La feminidad de aquella amable doncella contrastaba con el fuerte carácter de sus formas faciales. La miré de los pies a la cabeza. Sus ropajes destilaban colores y telas exóticos y su cabeza estaba coronada por una bella diadema que alejaba todo el pelo de su frente hacia atrás, como una reina asiática. De su cuello colgaban, como lágrimas, collares de perlas que tintineaban en un sonido hueco y danzarín. Permaneció en aquella postura hasta que me decidí a hablar.

―Gracias, señorita, pero no tengo hambre.

―No puede irse sin probar estos canapés de pepino, muchachito. Ande, coma, coma.

Accedí y tengo que reconocer que fue como probar un bocado de dioses. Aquel manjar debió salir del Olimpo gastronómico, porque no me explico, aún hoy, cómo jamás llegué a probar algo tan efímeramente delicioso.

Después de que la señorita aplaudiera, mostrando así su satisfacción ante mi inequívoco placer, su tío se dio la vuelta para hacerme caer de un susto. Aquel hombre era Oscar Wilde, si bien mis ojos o mi imaginación no me engañaban. En su porte de imponente orgullo y labios carnosos y ambiguos encontré su expresión de máxima felicidad al mirarme, y sus ojos, de caída triste que denotaban humilde carácter bajo su capa de dandy y personaje público escandalizador, se abrieron al contemplarme allí, de carne y hueso, asustado e incrédulo.

―Tío, ni se le ocurra espantar a este hermoso joven… ―dijo la mujer. Pero, ¿cómo que era su sobrina si debían tener la misma edad?

―Dolly, querida, quiero hablar con este simpático gentleman a solas. Quiero enseñarle la biblioteca. Puede que tengamos mucho en común.

―Pero… usted… es Oscar Wilde. ¿Cómo es posible este sortilegio? ¿A qué lugar encantado he llegado? ¿O es mi alma, que vaga perdida por los campos del amargo sueño de la muerte?

―Mmmm… veo que no es solo usted hermoso, sino poeta. Venga, venga, quiero enseñarle primero el patio. O debería llamarlo claustro. Es un lugar de exquisita tranquilidad para gente como… nosotros.

―Que pasen un buen rato ―exclamó Dolly. Oscar desplazó su brazo entre el hueco del mío a modo de acompañante, a la antigua usanza. Me sentí cómodo con este gesto, ya que soy admirador de las costumbres obsoletas.

―¿Desea unos bombons? Quizá después de ese horrible canapé de mi sobrina no le haya quedado buen sabor de boca.

―Gracias, pero está bien así, señor Wilde.

A pesar de mi estupor por aquella vivencia, la compañía suponía tan especial evento que la preocupación pasó a un segundo plano. No obstante, tenía muchas preguntas. Cruzamos un pasillo que dio directamente a un claustro de hermosa majestuosidad gótica. El cielo ya oscurecía, había expulsado a las invasoras nubes que provocaron que tuviera el fantasmal aspecto de una eterna tormenta y dio paso a su manto eléctrico con algunas motas brillantes aquí y allá. Paseamos a la luz de las velas que se alojaban en oxidados candiles. El frescor aumentó con las gráciles ráfagas de brisa.

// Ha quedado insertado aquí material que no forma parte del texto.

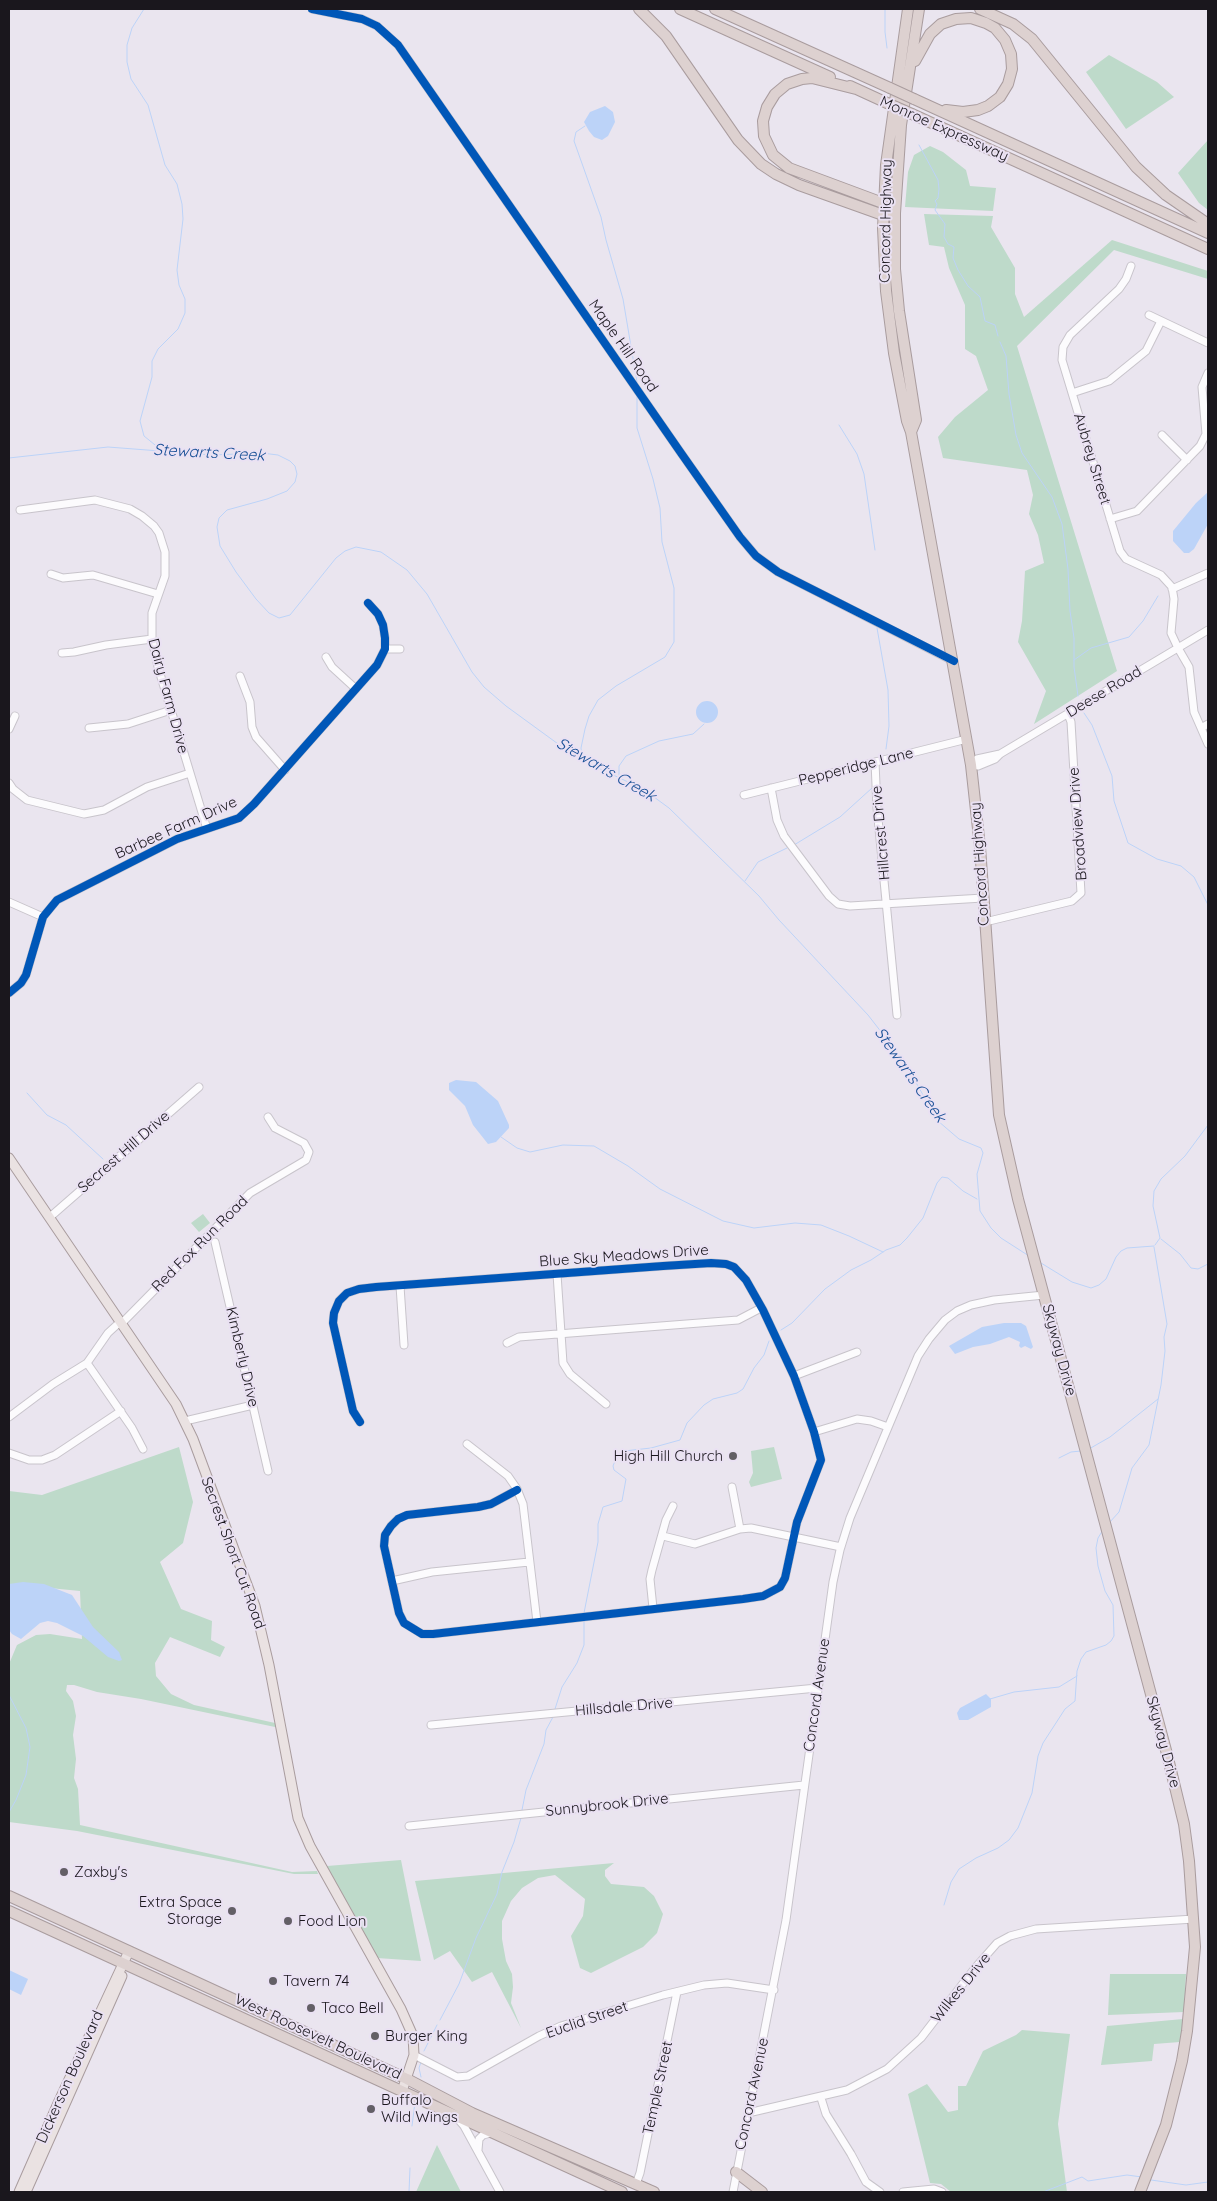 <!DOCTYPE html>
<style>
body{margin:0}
#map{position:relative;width:1217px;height:2201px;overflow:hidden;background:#eae5ef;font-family:Quicksand,sans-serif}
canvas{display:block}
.frame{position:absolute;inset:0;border:10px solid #1a171d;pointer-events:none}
</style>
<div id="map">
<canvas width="1217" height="2201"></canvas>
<div class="frame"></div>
</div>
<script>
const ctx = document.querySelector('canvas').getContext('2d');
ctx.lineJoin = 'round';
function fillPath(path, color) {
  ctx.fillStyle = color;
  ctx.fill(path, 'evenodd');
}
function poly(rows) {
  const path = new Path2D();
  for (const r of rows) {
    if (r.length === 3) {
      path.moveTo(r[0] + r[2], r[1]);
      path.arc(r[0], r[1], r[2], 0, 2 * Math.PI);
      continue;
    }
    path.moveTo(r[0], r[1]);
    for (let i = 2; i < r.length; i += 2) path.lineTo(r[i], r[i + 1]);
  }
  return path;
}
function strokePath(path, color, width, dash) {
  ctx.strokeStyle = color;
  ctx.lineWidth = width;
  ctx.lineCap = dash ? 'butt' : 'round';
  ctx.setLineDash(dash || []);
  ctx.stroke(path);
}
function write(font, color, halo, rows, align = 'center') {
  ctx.font = font + ' Quicksand,sans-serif';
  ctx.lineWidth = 4;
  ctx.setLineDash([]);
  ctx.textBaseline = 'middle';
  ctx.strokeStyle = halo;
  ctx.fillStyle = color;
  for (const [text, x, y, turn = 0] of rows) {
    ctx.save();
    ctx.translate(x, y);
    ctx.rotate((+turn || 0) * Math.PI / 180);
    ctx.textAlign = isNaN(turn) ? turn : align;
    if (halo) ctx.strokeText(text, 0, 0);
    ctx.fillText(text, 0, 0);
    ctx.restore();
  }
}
fillPath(poly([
 [1109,55,1157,82,1174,97,1126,129,1086,72],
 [1208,140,1208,210,1199,203,1178,173],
 [930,146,943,152,966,170,970,186,996,188,993,211,905,207,908,172,914,155],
 [924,214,993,216,991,227,1015,268,1015,294,1024,317,1112,240,1208,271,1208,279,1114,250,1017,346,1117,671,1034,724,1046,691,1018,642,1022,621,1025,571,1044,563,1038,535,1029,514,1033,495,1027,470,943,458,938,437,955,417,988,390,976,356,965,349,965,305,949,268,944,247,929,245],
 [203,1214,210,1223,199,1232,191,1223],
 [179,1447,193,1502,183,1543,160,1562,181,1609,212,1621,211,1640,225,1647,220,1657,170,1637,155,1663,156,1676,171,1694,194,1705,275,1723,275,1727,141,1699,97,1692,74,1685,67,1685,66,1691,73,1701,76,1716,73,1735,76,1759,74,1778,78,1789,80,1825,292,1872,317,1871,318,1874,294,1874,77,1831,9,1822,9,1664,17,1645,36,1635,50,1634,82,1639,80,1591,9,1584,9,1491,42,1495],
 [774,1447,782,1479,751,1487,749,1482,753,1473,751,1451],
 [401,1860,421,1961,377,1958,327,1866],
 [614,1863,605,1870,605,1876,611,1884,644,1887,654,1896,663,1914,657,1933,643,1947,591,1973,580,1968,571,1936,583,1916,585,1899,555,1875,538,1878,522,1888,511,1901,502,1921,502,1939,506,1961,512,1974,513,1987,511,2003,521,2028,492,1972,472,1982,450,1951,434,1960,415,1881],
 [1110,1974,1186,1974,1184,2012,1108,2015],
 [1183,2019,1180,2042,1154,2044,1152,2061,1101,2065,1107,2026],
 [1022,2030,1070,2034,1058,2124,1067,2192,951,2192,941,2184,930,2183,908,2094,927,2084,948,2112,958,2110,958,2086,966,2086,983,2051,1016,2035],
 [437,2145,461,2192,416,2192]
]), '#bedaca');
fillPath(poly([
 [605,106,613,112,615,122,608,136,602,140,594,137,589,131,584,122,590,112],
 [1208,492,1208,524,1194,549,1189,553,1184,553,1173,541,1173,531,1196,503],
 [707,712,11],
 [456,1080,476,1082,498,1101,509,1125,509,1128,496,1142,488,1144,473,1125,465,1106,449,1090,449,1083],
 [1004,1323,1021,1323,1026,1326,1033,1347,1031,1349,1025,1346,1021,1348,1019,1346,1020,1342,1009,1337,990,1344,973,1347,955,1354,949,1346,982,1327],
 [23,1582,44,1584,72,1595,93,1627,119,1652,122,1660,119,1661,108,1657,83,1636,57,1623,48,1621,40,1623,21,1639,12,1634,9,1630,9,1584],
 [986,1694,991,1699,991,1707,968,1720,959,1720,957,1713,960,1708],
 [9,1970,28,1979,21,1995,9,1989]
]), '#bcd3f8');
strokePath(poly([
 [144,9,132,28,127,45,127,62,131,79,148,105,165,165,177,184,182,204,183,219,177,270,179,285,185,299,185,313,178,329,158,349,152,361,152,377,140,421,144,436,160,449],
 [885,9,885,32,887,48],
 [585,126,576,132,574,141,601,217,606,240,623,299,637,382],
 [919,145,938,180,939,189,938,198,935,201,937,204,935,210,945,224,944,237,948,244,954,247,953,258,958,270,968,286,980,297,985,321,995,325,998,336],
 [1000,342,1006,356,1009,394,1016,435,1022,453,1052,497,1062,524,1068,569,1070,611,1074,638,1074,667,1078,696],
 [839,425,857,454,864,474,875,550],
 [9,458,108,447,212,455,262,453,278,455,290,461,295,466,297,474,295,482,287,491,267,499,227,510,219,518,217,527,220,546,236,572,256,599,269,613,279,618,290,615,336,558,345,551,356,547,381,552,407,570,427,594,472,672,484,687,506,706,565,749,592,765,643,789,669,808,759,896,779,920,868,1015,903,1060,938,1121,959,1139,981,1148,983,1153,977,1174,980,1211,991,1228,1001,1238,1029,1256],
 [877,628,888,690,889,726,886,749],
 [1074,660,1091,648,1129,637,1143,621,1158,596],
 [1084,713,1092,725,1112,776,1114,801,1128,843,1157,859,1181,866,1194,877,1208,905],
 [582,758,581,748,585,729,589,716,598,700,616,686,665,657,674,642,674,588,662,542,660,508,653,479,637,428,637,394],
 [619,775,619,766,626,756,659,741,693,734,704,724],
 [794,845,840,817,872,788],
 [745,881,758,862,787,848],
 [27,1093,47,1115,66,1125,103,1159],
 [501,1137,517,1148,530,1152,563,1145,594,1146,628,1166,660,1189,723,1221,754,1228,795,1223,821,1225,849,1236,883,1252],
 [1161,1239,1180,1254,1191,1268,1198,1269,1208,1264],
 [1155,1245,1160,1238,1153,1206,1154,1191,1161,1179,1185,1156,1208,1125],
 [1041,1263,1072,1282,1091,1288,1099,1285,1106,1279,1116,1257,1121,1251,1127,1248,1154,1246],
 [781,1330,792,1323,825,1289,851,1270,871,1260,886,1250,900,1245,907,1238,923,1218,937,1183,942,1177,948,1178,963,1191,977,1199],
 [1089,1449,1110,1437,1158,1399],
 [1059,1458,1071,1452,1081,1451],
 [1109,1523,1119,1512,1132,1468,1149,1445,1161,1385,1165,1351,1164,1337,1167,1324,1154,1247],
 [584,1613,598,1542,598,1524,603,1507,622,1501,626,1479,614,1470,613,1466,615,1461,624,1451,651,1448,680,1440,687,1423,704,1405,713,1399,737,1393,743,1389,754,1368,764,1355,769,1341],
 [9,1695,26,1728,30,1747,26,1775,16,1800,9,1812],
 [990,1699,1014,1692,1059,1687,1077,1676],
 [555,1709,562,1687,577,1663,584,1645,584,1620],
 [522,1810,526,1790,544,1744,546,1730,553,1717],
 [944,1905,951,1882,959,1869,976,1858,998,1848,1009,1840,1018,1828,1032,1793,1038,1756,1043,1743,1065,1709,1075,1701,1077,1671,1081,1659,1086,1652,1106,1645,1111,1641,1114,1636,1113,1605,1105,1591,1098,1566,1096,1548,1098,1538,1103,1530],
 [440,2020,459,1984,476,1938,497,1894,502,1872,514,1842,521,1818],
 [424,2051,437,2025],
 [421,2077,419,2068,421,2062],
 [412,2126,415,2102],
 [1151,2180,1186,2185,1208,2182],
 [409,2192,410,2168],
 [1043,2192,1082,2177,1088,2181,1127,2175,1142,2177]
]), '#bcd3f8', 1);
const minor = poly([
 [312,9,362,19,377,26,398,45,681,453,740,537,756,556,778,572,953,661],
 [1131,266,1126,279,1119,289,1070,335,1063,347,1062,360,1120,551,1126,559,1161,575,1172,587,1174,599,1171,633,1178,648,1189,667,1194,712,1208,744],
 [1149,315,1208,343],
 [1072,393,1109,381,1146,351,1161,321],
 [1162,435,1187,460],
 [20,510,95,500,130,509,142,516,154,526,159,533,165,552,165,576,152,613,152,639,158,667,207,829],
 [1110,519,1137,511,1200,446,1206,434,1202,387,1208,373],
 [51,574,63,578,93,575,158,594],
 [1172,589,1208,573],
 [385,649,400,649],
 [62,653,74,652,106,645,152,639],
 [326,657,332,667,356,689],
 [240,676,250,702,252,727,256,737,285,770],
 [89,728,128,724,171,710],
 [1201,728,1208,724],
 [9,729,15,716],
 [875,762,877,808,897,1015],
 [971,765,978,766,995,759,1000,754,1208,630],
 [971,765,977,759,1000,754],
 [9,783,13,789,27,800,84,814,104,810,147,787,190,773],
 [771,788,777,820,784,836,829,896,838,904,850,906,983,898],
 [744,795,967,739],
 [9,902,43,917],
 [985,922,1072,901,1081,893,1071,722,1068,714],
 [9,993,21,983,26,975,43,917,57,900,177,839,239,818,254,804,377,665,385,649,385,638,383,625,378,614,368,603],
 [50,1217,199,1087],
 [215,1242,268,1471],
 [557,1274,563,1363,570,1374,606,1404],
 [400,1286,404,1345],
 [121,1324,250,1193,306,1160,309,1152,304,1143,275,1128,268,1117],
 [507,1343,519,1337,738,1320,761,1308],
 [87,1363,132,1428,143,1449],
 [794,1376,857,1352],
 [9,1417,53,1384,87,1363,108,1333,120,1322],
 [185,1421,253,1405],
 [360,1422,353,1411,333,1323,334,1313,339,1301,347,1293,359,1289,376,1287,663,1266,711,1263,726,1264,734,1267,746,1280,763,1310,794,1376,814,1432,821,1460,797,1522,785,1578,780,1587,763,1596,743,1599,433,1634,422,1634,404,1623,399,1613,384,1546,385,1535,391,1526,398,1519,407,1515,478,1507,491,1504,517,1490],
 [814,1432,857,1419,871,1421,888,1427],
 [467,1444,508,1476,517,1489,523,1504,537,1622],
 [9,1453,29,1460,42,1460,55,1455,121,1411],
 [732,1487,740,1529],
 [663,1536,695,1544,740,1529,751,1528,841,1547],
 [392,1581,432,1572,529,1562],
 [653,1608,650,1579,652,1570,666,1520,673,1506],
 [431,1725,817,1688],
 [409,1826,804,1785],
 [414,2055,457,2077,468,2076,539,2036,561,2026,663,1995,704,1985,727,1983,774,1990],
 [821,2098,826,2114,851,2154,866,2182,880,2192],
 [748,2113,847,2090,887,2069,921,2038,975,1968,997,1943,1010,1936,1036,1929,1194,1919],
 [456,2117,464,2126,500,2192],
 [478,2150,479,2139,483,2135,491,2133],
 [636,2184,640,2173,677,1992],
 [733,2192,786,1920,833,1582,840,1550,850,1518,918,1356,929,1339,945,1320,957,1311,971,1305,994,1300,1044,1295],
 [903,2192,934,2189,942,2192]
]);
const major = poly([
 [9,1158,176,1404,193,1439,255,1606,269,1665,298,1818,310,1846,401,2009,413,2036,414,2055,402,2091],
 [19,2192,59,2101,129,1951],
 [26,2192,122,1976]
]);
const highway = poly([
 [639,9,666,36,738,140,761,164,776,174,799,185,883,215,888,214],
 [680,9,830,77],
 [715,9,890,88],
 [908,9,886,165,883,228,886,291,894,353,907,421,911,432,971,765,980,847,999,1115,1018,1199,1167,1754,1184,1824,1189,1861,1195,1947,1187,2031,1182,2061,1166,2125,1140,2192],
 [980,9,1013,24,1032,39,1136,167,1166,195,1208,224],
 [915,61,930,34,941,24,956,19,971,18,986,23,995,28,1005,40,1011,54,1012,69,1008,84,1000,97,988,106,978,110,963,112,946,110],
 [850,86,887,103],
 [856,89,812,78,802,79,787,84,775,94,767,107,763,121,764,136,773,155,789,168,883,203,887,206],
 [914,99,1208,233],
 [912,114,1208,249],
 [911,432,916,420,899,311,895,269,895,213,901,125,919,9],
 [9,1896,407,2079,472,2113,654,2192],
 [9,1911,622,2192],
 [736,2172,762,2192]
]);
strokePath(minor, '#c8c4cb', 9);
strokePath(major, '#a99c9e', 11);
strokePath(highway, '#a99c9e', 12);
strokePath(minor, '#fcfbfd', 7);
strokePath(major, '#eae2e2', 9);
strokePath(highway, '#ddd1d0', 10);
const highwayBridge = poly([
 [890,88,914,99],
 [887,103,912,114]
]);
strokePath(highwayBridge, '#a99c9e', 12, []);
strokePath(highwayBridge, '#ddd1d0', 10);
strokePath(poly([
 [312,9,362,19,377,26,398,45,681,453,740,537,756,556,778,572,954,661],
 [9,993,21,983,26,975,43,917,57,900,177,839,239,818,254,804,377,665,385,649,385,638,383,625,378,614,368,603],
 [360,1422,353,1411,333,1323,334,1313,339,1301,347,1293,359,1289,376,1287,663,1266,711,1263,726,1264,734,1267,746,1280,763,1310,794,1376,814,1432,821,1460,797,1522,785,1578,780,1587,763,1596,743,1599,433,1634,422,1634,404,1623,399,1613,384,1546,385,1535,391,1526,398,1519,407,1515,478,1507,491,1504,517,1490]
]), '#0057b8', 8);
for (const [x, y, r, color] of [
 [733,1456,5,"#635f66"],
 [64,1872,5,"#635f66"],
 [232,1911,5,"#635f66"],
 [288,1921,5,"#635f66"],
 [273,1981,5,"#635f66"],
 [311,2008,5,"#635f66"],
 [375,2036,5,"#635f66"],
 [371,2109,5,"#635f66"]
]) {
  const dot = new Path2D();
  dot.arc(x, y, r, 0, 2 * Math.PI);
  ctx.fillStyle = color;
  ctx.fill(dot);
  strokePath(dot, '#eae1f3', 2);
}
write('15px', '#1a171d', '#eae1f3', [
 ["Monroe Expressway",944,129,24],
 ["Concord Highway",886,221,-89],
 ["Maple Hill Road",623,346,55],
 ["Aubrey Street",1092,459,73],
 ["Deese Road",1104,692,-31],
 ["Dairy Farm Drive",168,696,75],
 ["Pepperidge Lane",856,767,-14],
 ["Broadview Drive",1078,824,-94],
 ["Barbee Farm Drive",176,828,-24],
 ["Hillcrest Drive",881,833,-95],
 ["Concord Highway",980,864,-94],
 ["Secrest Hill Drive",124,1152,-41],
 ["Red Fox Run Road",200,1244,-45],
 ["Blue Sky Meadows Drive",624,1256,-4],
 ["Skyway Drive",1059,1350,75],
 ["Kimberly Drive",242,1357,77],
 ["Secrest Short Cut Road",233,1553,70],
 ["Concord Avenue",817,1695,-82],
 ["Hillsdale Drive",624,1707,-5],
 ["Skyway Drive",1163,1742,75],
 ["Sunnybrook Drive",607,1805,-6],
 ["Wilkes Drive",961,1988,-51],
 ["Euclid Street",587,2020,-19],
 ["West Roosevelt Boulevard",318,2037,25],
 ["Dickerson Boulevard",70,2077,-66],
 ["Temple Street",658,2088,-78],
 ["Concord Avenue",752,2094,-78]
]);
write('15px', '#1a171d', '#eae1f3', [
 ["High Hill Church",723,1456,"right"],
 ["Zaxby's",74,1872],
 ["Extra Space",222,1902,"right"],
 ["Storage",222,1919,"right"],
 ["Food Lion",298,1921],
 ["Tavern 74",283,1981],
 ["Taco Bell",321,2008],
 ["Burger King",385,2036],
 ["Buffalo",381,2100],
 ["Wild Wings",381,2117]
], 'left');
write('italic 16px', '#1a5197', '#eae1f3', [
 ["Stewarts Creek",209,453,3],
 ["Stewarts Creek",606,770,30],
 ["Stewarts Creek",910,1075,55]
]);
</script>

―Pero, ¿dónde se encuentra la biblioteca? ―pregunté.

―Allí, al otro lado del claustro, en aquella puerta. Pero ¿por qué tiene tanta prisa? Admire el brillo de las diminutas estrellas. Desde aquí tenemos una idea tan equivocada de ellas…

―Bueno, la idea que yo tengo es que, o bien estoy muerto, o esto es un sueño extraño.

―Nada de eso, joven…

―Otis.

―¡Otis! Ni en toda mi vida Baco me gastaría esta broma maravillosa. Sepa que usted ha cruzado esa puerta de allí afuera como lo haría un atleta griego al llegar a su deseada meta, al premio de todos sus esfuerzos y sudores. Y no le quepa la menor duda que este grato Caesar que le acompaña será quien le obsequie con lo que más desee en este mundo…

Wilde fue interrumpido por un sollozo tenue que pronto se convirtió en un alarido de pavor. Provenía del centro del claustro, de una figura a medio trazar apoyada junto al pozo. Las sombras del anochecer, conjugadas con la luz de las velas pretendían hacernos creer que quien allí estuviera aparecía y desaparecía con cada latido de corazón, como un alma ausente de su purgatorio que todavía no sabía a dónde debía dirigirse.

―No le haga caso, joven. Es Gustavo Adolfo Bécquer. Está medio dormido allí, como un grillo entre la hierba, lejos de todos. La verdad es que no sé si está loco o si, sencillamente, es un loco encantador. Ahora andará buscando su rayo de luna. No sé para qué…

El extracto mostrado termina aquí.